## PROBLEM DESCRIPTION:
Go through the listing and pick out each line with the word "positions" in it.

(TASK INPUT begins)

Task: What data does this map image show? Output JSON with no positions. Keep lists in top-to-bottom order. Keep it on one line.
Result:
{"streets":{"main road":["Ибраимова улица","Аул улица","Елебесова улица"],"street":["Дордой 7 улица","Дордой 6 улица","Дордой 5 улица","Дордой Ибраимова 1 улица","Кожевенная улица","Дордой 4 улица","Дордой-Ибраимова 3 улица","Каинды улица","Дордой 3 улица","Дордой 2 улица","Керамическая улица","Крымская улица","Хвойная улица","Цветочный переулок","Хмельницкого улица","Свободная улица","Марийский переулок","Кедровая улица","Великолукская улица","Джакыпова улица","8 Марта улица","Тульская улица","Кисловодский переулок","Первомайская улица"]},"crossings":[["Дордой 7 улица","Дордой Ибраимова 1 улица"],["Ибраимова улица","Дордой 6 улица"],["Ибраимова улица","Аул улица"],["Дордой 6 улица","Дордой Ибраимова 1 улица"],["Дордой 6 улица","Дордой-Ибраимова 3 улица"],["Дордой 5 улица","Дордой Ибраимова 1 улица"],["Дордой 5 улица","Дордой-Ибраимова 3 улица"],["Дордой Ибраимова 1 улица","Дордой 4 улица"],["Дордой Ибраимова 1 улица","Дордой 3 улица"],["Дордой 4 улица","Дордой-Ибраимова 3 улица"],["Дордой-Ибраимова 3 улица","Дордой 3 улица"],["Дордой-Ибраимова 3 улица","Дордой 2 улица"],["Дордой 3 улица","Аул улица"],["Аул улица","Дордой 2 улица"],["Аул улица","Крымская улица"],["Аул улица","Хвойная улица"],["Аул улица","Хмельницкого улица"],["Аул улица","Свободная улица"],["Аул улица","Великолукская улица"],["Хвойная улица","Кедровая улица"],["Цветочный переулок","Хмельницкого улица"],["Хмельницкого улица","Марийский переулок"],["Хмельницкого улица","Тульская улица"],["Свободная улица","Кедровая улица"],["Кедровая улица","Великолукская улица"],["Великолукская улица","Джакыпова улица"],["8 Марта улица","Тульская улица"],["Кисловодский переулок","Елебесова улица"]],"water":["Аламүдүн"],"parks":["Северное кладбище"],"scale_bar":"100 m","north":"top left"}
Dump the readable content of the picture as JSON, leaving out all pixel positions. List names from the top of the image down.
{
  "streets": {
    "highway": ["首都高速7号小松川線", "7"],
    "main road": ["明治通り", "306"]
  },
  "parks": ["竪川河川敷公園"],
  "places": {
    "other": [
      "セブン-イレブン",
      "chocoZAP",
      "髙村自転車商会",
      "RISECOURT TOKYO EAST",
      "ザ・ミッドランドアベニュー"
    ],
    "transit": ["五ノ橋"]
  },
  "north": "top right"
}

(TASK INPUT ends)

## YOUR RESPONSE:
Task: What data does this map image show? Output JSON with no positions. Keep lists in top-to-bottom order. Keep it on one line.
Dump the readable content of the picture as JSON, leaving out all pixel positions. List names from the top of the image down.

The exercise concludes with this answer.